What happens when a new node wants to enter the KaZaA network? What happens if KaZaA — the corporate body — is forced offline, as it was January 31st because of legal issues? How long will the KaZaA P2P network survive?

In my estimation a P2P network with no entry point will cease to be a viable entity within 1-2 weeks unless the P2P node owners make a determined effort to keep the network running by designating something to be an entry point. Something with a known IP address. Connectivity to the P2P circle is the primary responsibility of a P2P cloud. KaZaA’s connectivity is based on a hard coded IP. However, small it is, this is still a kernel of iron.

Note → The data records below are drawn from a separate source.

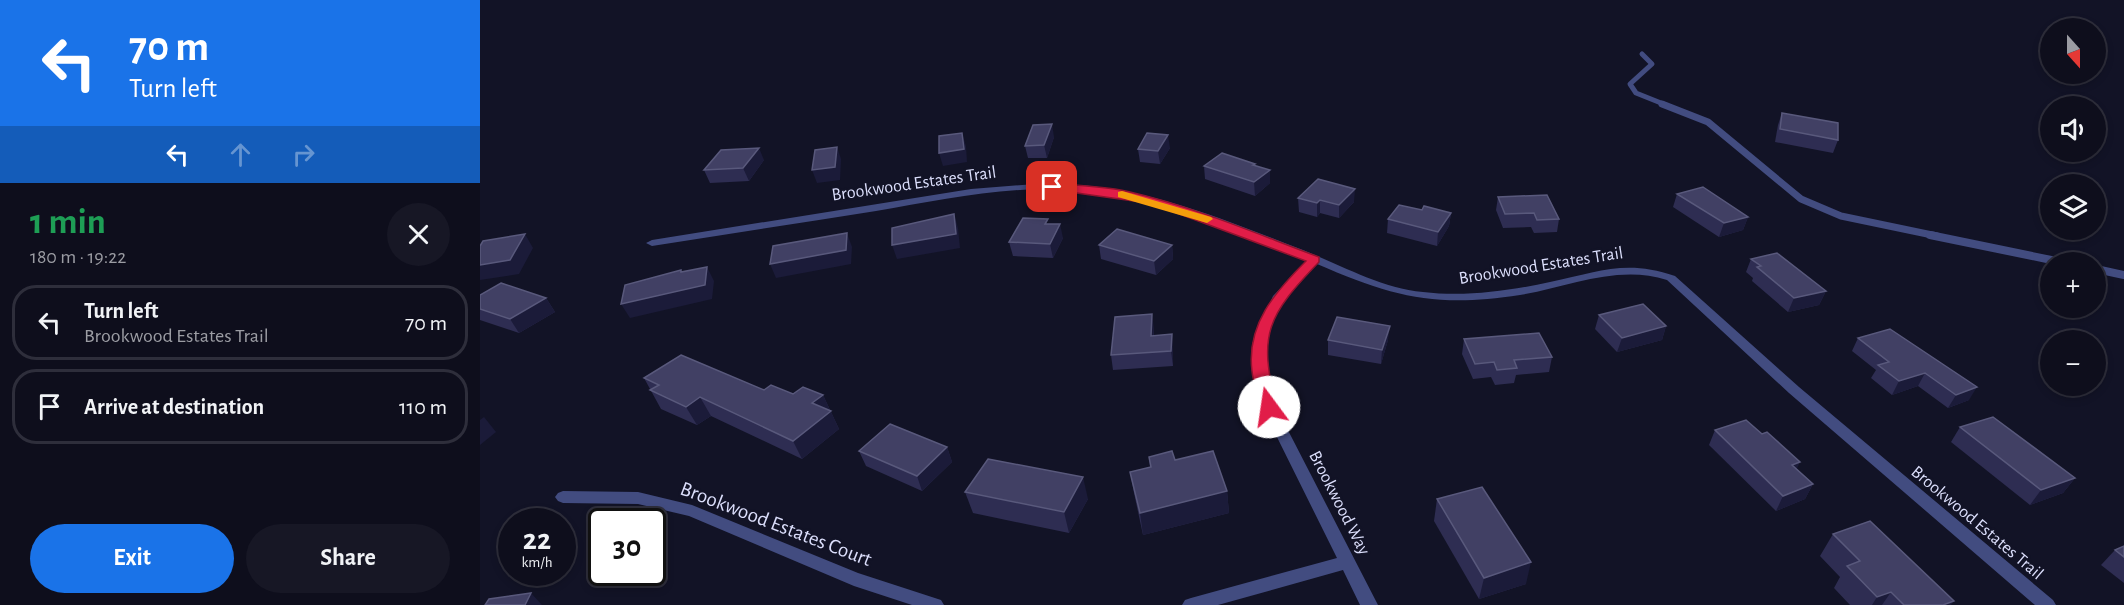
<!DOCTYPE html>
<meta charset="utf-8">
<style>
:root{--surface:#0e0e1c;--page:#171725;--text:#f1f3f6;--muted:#9b9ca3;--line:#2e2e3b;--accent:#1a73e8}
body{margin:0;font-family:"Alegreya Sans",sans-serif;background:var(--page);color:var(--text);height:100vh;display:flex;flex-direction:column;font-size:22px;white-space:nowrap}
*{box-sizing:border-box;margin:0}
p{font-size:20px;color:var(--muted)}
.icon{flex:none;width:33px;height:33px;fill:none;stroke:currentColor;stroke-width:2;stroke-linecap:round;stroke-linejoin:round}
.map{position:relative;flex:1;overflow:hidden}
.drawer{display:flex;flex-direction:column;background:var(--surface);width:480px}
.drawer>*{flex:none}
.top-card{background:#1a73e8;color:#fff;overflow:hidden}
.needle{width:39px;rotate:159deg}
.tools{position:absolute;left:1560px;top:18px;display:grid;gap:12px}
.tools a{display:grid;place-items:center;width:66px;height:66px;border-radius:50%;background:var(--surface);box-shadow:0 3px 9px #0003,0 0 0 2px var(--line);font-size:30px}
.speed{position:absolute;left:18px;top:508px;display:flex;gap:12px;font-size:30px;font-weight:700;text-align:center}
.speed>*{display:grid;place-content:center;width:78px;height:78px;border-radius:50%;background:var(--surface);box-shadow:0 3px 9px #0003,0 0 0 2px var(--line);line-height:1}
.speed small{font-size:15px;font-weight:400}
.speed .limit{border:3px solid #111;border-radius:9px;background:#fff;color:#111}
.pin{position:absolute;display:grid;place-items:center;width:51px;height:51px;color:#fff;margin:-26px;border-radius:12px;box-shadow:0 3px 9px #0006}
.me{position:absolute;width:66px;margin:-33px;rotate:346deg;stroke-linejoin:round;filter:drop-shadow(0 0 4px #0008)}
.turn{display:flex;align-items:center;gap:21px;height:126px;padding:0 30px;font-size:27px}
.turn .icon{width:78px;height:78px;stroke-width:2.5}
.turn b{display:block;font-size:42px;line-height:51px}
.lanes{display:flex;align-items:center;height:57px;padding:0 30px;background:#0003;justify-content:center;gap:30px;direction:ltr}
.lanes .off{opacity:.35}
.round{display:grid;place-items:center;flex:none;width:63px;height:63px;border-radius:32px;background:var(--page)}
.head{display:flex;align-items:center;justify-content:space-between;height:102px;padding:0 30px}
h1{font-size:36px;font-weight:700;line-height:45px;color:#1e9e55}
.action{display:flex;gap:12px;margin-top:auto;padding:12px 30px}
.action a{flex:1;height:69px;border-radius:36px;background:var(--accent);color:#fff;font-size:24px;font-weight:700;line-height:69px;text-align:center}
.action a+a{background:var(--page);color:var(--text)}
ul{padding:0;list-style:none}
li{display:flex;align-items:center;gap:18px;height:75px;margin:0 12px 9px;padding:0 18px;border:3px solid var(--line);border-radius:24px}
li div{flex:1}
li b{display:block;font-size:22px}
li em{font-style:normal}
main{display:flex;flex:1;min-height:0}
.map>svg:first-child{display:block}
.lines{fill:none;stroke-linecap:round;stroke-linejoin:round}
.lane-far2{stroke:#424c80;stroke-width:5}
.lane-far1{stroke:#424c80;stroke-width:7}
.lane{stroke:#424c80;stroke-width:8}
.street{fill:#424c80;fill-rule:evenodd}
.wall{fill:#2e2d52}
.shaded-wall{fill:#1b1b39}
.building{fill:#414064;stroke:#59597c;stroke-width:1.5}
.route{fill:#e11d48;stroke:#92132f;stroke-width:1.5}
.slow{fill:#f59e0b}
.labels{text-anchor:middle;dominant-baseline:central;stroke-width:5;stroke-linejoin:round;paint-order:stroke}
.street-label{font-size:18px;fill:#dbdefb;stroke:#121326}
.near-street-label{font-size:21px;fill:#dbdefb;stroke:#121326}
</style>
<main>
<section class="drawer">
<div class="top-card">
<div class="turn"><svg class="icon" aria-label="left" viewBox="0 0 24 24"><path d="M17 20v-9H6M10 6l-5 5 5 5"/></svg><div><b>70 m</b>Turn left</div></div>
<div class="lanes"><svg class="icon" aria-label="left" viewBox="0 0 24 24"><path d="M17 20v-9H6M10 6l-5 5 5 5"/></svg><svg class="icon off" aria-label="ahead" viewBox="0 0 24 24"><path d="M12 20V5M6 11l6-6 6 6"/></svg><svg class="icon off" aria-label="right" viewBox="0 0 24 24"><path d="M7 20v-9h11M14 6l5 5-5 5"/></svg></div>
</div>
<div class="head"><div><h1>1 min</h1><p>180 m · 19:22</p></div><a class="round"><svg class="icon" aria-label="close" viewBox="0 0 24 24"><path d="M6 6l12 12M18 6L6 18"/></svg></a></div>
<ul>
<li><svg class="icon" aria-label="left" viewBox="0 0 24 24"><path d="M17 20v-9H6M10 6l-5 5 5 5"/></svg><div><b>Turn left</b><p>Brookwood Estates Trail</p></div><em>70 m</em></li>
<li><svg class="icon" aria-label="arrive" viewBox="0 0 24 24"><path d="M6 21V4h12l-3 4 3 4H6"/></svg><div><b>Arrive at destination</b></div><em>110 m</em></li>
</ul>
<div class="action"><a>Exit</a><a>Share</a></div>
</section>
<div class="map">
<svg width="1644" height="605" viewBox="0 0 1644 605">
<rect width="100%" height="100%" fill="#121326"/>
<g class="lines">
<polyline class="lane-far2" points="1162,54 1172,64 1150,84 1156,93 1186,105"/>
<polyline class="lane-far1" points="1182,104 1228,122 1321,199 1361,216 1457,236"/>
<g class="lane">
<polyline points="1450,235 1581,262"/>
<polyline points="1616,269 1644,275"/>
</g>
<g class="street">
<path d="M 555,184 C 577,184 598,184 619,187 C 689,196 758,225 823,250 C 863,266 901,288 943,292 C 985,297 1029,291 1070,282 C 1118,272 1146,259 1195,276 L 1319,387 L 1573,600 L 1576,605 L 1555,605 L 1309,393 L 1187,280 C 1138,264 1088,287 1040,295 C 956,308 913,297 837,264 L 804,297 L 787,336 L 786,370 L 796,407 L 898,605 L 880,605 L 863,570 L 738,605 L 702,605 L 705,600 L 711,598 L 857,558 L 782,407 L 772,370 L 775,336 L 793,296 L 828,260 C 761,233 692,205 621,193 C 546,181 469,199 396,211 C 321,223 247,234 172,246 L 166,243 L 172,240 L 491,189 Z"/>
<polygon points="83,491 158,492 212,505 378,573 461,600 464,605 432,605 374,586 209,516 158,504 83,503 78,501 75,497 78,493"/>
</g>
</g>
<g class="wall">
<polygon points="1302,113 1358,140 1353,153 1295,142 1298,125"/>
<polygon points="574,137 567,158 548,158 545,146"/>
<polygon points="690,148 680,164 660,162 658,149"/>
<polygon points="284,160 269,181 230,183 224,170"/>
<polygon points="775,164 775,165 790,183 775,196 725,179 724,166"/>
<polygon points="1197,194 1268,217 1263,230 1239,237 1193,207"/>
<polygon points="1018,197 1079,219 1077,232 1054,233 1051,227 1023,228 1016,210"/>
<polygon points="818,198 874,202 859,218 840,213 837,217 819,212"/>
<polygon points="942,210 971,213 969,226 957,246 907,233 908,219"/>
<polygon points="569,224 583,238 573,258 533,256 529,242"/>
<polygon points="619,245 692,245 693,259 676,275 621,259"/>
<polygon points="1271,259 1346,291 1339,305 1308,312 1272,281 1273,278 1266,272"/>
<polygon points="0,295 66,298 75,312 39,333 0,320"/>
<polygon points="1119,315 1186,326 1182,340 1137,352 1115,329"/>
<polygon points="674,329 674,336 693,349 693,366 633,370 631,355"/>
<polygon points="1410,329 1489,400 1468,408 1438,386 1412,395 1391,378 1396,370 1372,351 1378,338"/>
<polygon points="984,339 1072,357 1069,372 1036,375 1034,383 1015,385 1011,377 993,379 982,354"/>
<polygon points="848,340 908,340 901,364 848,355"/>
<polygon points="164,378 284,390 313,394 343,395 359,429 322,459 231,416 217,425 181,409"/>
<polygon points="1480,427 1595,478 1583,493 1550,505 1471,442"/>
<polygon points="1235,430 1317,469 1333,484 1325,499 1296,511 1229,445"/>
<polygon points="467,447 472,462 442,491 386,466 379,451"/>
<polygon points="669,457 695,460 747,491 749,513 663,535 654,493 650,472 670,467"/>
<polygon points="485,492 608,499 589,533 493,513"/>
<polygon points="957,499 1046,584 999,599 954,521"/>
<polygon points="1353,534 1471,605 1370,605 1354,588 1360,577 1340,556"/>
<polygon points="1644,546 1644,583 1621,565 1635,550"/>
</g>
<g class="shaded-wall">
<polygon points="572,124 574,137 567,158 564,145"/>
<polygon points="482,133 486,146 487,162 463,166 459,153"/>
<polygon points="688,135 690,148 680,164 678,151"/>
<polygon points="357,147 361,159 360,180 337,183 332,170"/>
<polygon points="279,148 284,160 269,181 263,168"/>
<polygon points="790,170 790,183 775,196 774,182"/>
<polygon points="875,189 874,202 859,218 859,205"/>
<polygon points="840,200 840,213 837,217 837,203"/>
<polygon points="971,213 969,226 957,246 958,232"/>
<polygon points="474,214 478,228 480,248 417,259 412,245"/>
<polygon points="1268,217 1263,230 1239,237 1244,223"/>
<polygon points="580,224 583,238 573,258 570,244"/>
<polygon points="367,233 372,247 371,264 296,278 290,264"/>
<polygon points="45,234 53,248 39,274 0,280 0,265"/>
<polygon points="692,245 693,259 676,275 674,261"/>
<polygon points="227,267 234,281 232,299 150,318 141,304"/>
<polygon points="1346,291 1339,305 1308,312 1314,298"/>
<polygon points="66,298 75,312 39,333 30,319"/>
<polygon points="672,314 674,329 673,350 671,336"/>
<polygon points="910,326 908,340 901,364 902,350"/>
<polygon points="1186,326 1182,340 1137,352 1142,338"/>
<polygon points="692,334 693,349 693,366 691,351"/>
<polygon points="1445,373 1438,386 1412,395 1419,381"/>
<polygon points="1497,387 1489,400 1468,408 1476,395"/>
<polygon points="343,395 359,429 322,459 313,441 332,403"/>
<polygon points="220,397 231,416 217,425 206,407"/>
<polygon points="4,417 16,432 0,445 0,420"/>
<polygon points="467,447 472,462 442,491 437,476"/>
<polygon points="1320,462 1313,477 1312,465"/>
<polygon points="603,477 608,499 589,533 584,512"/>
<polygon points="1595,478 1583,493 1550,505 1561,490"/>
<polygon points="1333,484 1325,499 1296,511 1303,496"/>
<polygon points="747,491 749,513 663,535 660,513"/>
<polygon points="1051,562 1046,584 999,599 1004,578"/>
<polygon points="1411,592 1402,605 1392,605 1397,597"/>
<polygon points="51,593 62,605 45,605"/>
<polygon points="1474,601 1471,605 1463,605"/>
</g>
<g class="building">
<polygon points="1302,113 1358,123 1358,140 1300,129"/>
<polygon points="572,124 564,145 545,146 553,125"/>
<polygon points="482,133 484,149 459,153 459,136"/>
<polygon points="667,133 688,135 678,151 658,149"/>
<polygon points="357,147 355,167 332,170 335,150"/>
<polygon points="279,148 263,168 224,170 241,150"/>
<polygon points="742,153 775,164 773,165 790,170 774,182 724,166"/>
<polygon points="838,179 875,189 859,205 840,200 837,203 818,198"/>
<polygon points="1223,187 1268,217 1244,223 1197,194"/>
<polygon points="1067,195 1079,219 1057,220 1054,213 1025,214 1018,197"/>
<polygon points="919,205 942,210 944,206 971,213 958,232 908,219"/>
<polygon points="474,214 476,234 412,245 412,228"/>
<polygon points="543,218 568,219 565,224 580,224 570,244 529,242"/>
<polygon points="637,229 692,245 674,261 619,245"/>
<polygon points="367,233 366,250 290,264 293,246"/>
<polygon points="45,234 30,260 0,265 0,246 3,241"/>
<polygon points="1297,253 1346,291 1314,298 1277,267 1281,266 1271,259"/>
<polygon points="227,267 225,285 141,304 145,285 201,270 201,272"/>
<polygon points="21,283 66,298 30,319 0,309 0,295"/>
<polygon points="1163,304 1186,326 1142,338 1119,315"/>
<polygon points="672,314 671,336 692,334 691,351 631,355 635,317"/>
<polygon points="857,317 910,326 902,350 848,340"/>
<polygon points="1410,329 1497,387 1476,395 1445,373 1419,381 1398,365 1409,362 1378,338"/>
<polygon points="1059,333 1072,357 1034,360 1037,368 1017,370 1014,362 995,364 984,339"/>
<polygon points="201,355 284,390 291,385 313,394 323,387 343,395 332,403 351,411 313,441 220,397 206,407 170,390 179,385 164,378"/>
<polygon points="1513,417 1595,478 1561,490 1480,427"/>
<polygon points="1266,420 1282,434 1287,432 1320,462 1312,465 1333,484 1303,496 1235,430"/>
<polygon points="410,424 467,447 437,476 379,451"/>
<polygon points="692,451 695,460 733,451 747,491 660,513 650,472 671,467 669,457"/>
<polygon points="508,459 603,477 584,512 485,492"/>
<polygon points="1002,487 1051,562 1004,578 957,499"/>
<polygon points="1390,521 1474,601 1463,605 1424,605 1411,592 1397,597 1367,566 1380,561 1353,534"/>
<polygon points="1644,546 1644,557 1635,550"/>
<polygon points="51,593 45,605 5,605 9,599"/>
</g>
<path class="route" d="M 572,183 C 598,186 625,186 650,192 C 715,207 777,234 839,257 L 839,262 C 788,315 777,334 797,407 L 794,411 L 789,413 L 781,407 C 778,395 773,383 772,371 C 766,324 796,291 826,261 L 694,212 L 661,202 L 568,189 L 566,187 Z"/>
<polygon class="slow" points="642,191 731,217 733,219 727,223 638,197 638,192"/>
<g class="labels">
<g class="street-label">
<text transform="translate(434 184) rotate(-8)">Brookwood Estates Trail</text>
<text transform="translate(1061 266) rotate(-9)">Brookwood Estates Trail</text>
<text transform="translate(859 503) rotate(63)">Brookwood Way</text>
<text transform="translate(1497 523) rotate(40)">Brookwood Estates Trail</text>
</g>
<g class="near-street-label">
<text transform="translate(296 524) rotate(21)">Brookwood Estates Court</text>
</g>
</g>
</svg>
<div class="tools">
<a><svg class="needle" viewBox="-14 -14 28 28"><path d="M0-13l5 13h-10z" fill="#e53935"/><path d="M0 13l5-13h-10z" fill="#9b9ca3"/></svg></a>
<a><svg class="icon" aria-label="sound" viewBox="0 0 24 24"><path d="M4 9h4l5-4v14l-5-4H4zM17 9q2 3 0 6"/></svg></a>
<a><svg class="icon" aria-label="layers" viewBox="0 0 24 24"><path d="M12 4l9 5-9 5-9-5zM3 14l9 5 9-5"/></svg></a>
<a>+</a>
<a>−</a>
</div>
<div class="speed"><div>22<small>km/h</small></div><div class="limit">30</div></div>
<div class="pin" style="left:572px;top:187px;background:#d93025"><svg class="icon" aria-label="arrive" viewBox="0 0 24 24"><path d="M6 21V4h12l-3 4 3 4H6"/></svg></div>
<svg class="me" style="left:789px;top:407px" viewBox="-20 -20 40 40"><circle r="19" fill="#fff"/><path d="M0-13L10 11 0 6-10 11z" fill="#e11d48"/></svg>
</div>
</main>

We need a way for our machines to find not just one but many P2P circles of interest using approaches that have worked effectively for other software services in the past:

We need a way to have these P2P circles learn about each other whenever they accidentally bump up against each other — just as webloggers find each other when their weblogging circles bump up against each other because a member of two circles points out a weblog of interest from one circle to the other.

We need these circle to perform a indelible handshake and exchange of signatures that becomes part of the makeup of each circle touched so that one entire P2P circle can disappear, but still be recreated because it’s “genectic” makeup is stored in one, two, many other circles. All it would take to restart the original circle is two nodes expressing an interest.

We need a way to propogate the participation information or software or both to support the circles that can persist  regardless of whether the original source of said software or information is still operating, just as software viruses have been propogated for years. Ask yourselves this — has the fact that the originator of a virus gone offline impacted on the spread of said virus? We’ve been harmed by the technology for years, time to use the concepts for good.

We need a way to discover new services using intelligent searches that are communicated to our applications using a standard syntax and meta-language, through the means of a standard communication protocol, collected with intelligent agents, as Google and other search engines have been using for years. What needs to change is to have the agents find the first participating circle within the internet and ask for directions to points of interest from there.

Standard communication protocol, meta-language, syntax. Viral methods of software and information propogation. Circles of interest with their own DNA that can be communicated with other circles when they bump in the night, so to speak. Internet traversing agents that only have to be made slightly smarter — given the ability to ask for directions.

Web of discovery. Doesn’t the thought of all this excite you?